NEWS Trial on Medicaid Unwind Wraps Up

NEWS Trial on Medicaid Unwind Wraps Up

No Impact on Immigrant Healthcare or Public Assistance Benefits From Upcoming Supreme Court decision on “Public Charge” rule

The Supreme Court will soon issue an opinion on a lawsuit concerning the devastating Trump “public charge” regulations. The ruling will not change public charge policy, and any local coverage suggesting otherwise could put area immigrant families at risk.

The issue before the Supreme Court is procedural.

The decision will have no effect on eligibility for healthcare and social services and no consequences for immigration applications.

The petition at issue was brought by the Attorney General of Arizona and twelve other states that want to intervene to defend the Trump public charge regulations, after the federal government decided not to defend them. The Supreme Court will rule only on this procedural issue, and its ruling will not change immigration application processing at all. Even if the Supreme Court allows the states to intervene, that ruling would simply result in more litigation, with a final verdict months or even years away.

This case is not cause for alarm, but is a reminder that we must continue to spread the word that the Trump public charge rule is no longer in effect.  Recent polling finds that only 22% of people in immigrant families had heard that the Biden Administration has ended the Trump public charge policy. The same poll found that about 40% of those in immigrant families who need help or care remained reluctant to apply even after learning of the policy change. Earlier research suggests many families remain concerned that the Trump policy is not really gone.

Here are the facts:

· The Biden administration reversed the Trump public charge policy more than a year ago
· Immigrant families can continue to use most healthcare and social service programs for which they qualify with no immigration consequences
· The Supreme Court ruling will not change that fact.

For accurate information about public charge and specific public programs, immigrant families can go to https://keepyourbenefits.org/en/na/

Florida Health Justice Project has previously spoken out against the now-reversed Trump administration public charge rule for its chilling effect on immigrant families seeking health, nutrition and social services. While it directly affected only a small number of people, the Trump regulation sowed fear and confusion among the immigrant community at large, disproportionately affecting children, whose parents have become afraid to enroll them in public assistance programs – Medicaid and SNAP (food assistance) – because they feared immigration consequences.
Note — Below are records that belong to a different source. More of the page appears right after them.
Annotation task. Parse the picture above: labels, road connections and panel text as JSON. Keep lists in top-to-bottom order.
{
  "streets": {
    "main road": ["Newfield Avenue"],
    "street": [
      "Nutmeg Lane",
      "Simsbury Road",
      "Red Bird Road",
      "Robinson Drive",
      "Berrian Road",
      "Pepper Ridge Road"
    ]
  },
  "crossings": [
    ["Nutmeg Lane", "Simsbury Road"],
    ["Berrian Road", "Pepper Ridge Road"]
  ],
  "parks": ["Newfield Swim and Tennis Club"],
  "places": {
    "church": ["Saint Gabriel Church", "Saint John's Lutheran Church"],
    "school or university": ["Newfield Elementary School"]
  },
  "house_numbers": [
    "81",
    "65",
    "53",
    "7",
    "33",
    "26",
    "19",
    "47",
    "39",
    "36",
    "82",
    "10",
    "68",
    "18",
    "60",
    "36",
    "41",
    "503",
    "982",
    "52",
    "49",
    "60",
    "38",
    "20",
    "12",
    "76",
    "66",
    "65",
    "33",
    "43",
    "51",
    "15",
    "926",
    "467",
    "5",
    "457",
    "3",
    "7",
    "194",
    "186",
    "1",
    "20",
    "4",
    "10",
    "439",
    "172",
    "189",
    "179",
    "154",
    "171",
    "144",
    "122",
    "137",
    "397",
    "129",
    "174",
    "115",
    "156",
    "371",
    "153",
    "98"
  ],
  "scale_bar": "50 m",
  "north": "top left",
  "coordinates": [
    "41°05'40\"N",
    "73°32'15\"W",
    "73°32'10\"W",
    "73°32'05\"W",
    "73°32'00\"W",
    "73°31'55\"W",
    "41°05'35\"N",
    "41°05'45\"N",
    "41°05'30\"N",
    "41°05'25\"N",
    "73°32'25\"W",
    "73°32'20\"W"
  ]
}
Media coverage: https://www.cnbc.com/2022/02/23/supreme-court-hears-dispute-over-bidens-rejection-of-trump-era-immigration-rule.html

The Supreme Court on Wednesday heard arguments related to the Trump administration’s “public charge” rule, an immigration policy that widened the definition of which immigrants can be denied green cards. An Arizona-led group of red states asked the justices to allow them to defend the rule in federal court, even though the Biden administration had abandoned it.

https://www.nytimes.com/2022/02/23/us/politics/supreme-court-public-charge-rule.html


The Supreme Court heard arguments on Wednesday in a tangled dispute over whether Republican-led states may step in to defend a Trump-era immigration policy that the Biden administration has abandoned. The policy, a revision of the “public charge” rule, imposed a new wealth test on applicants for green cards.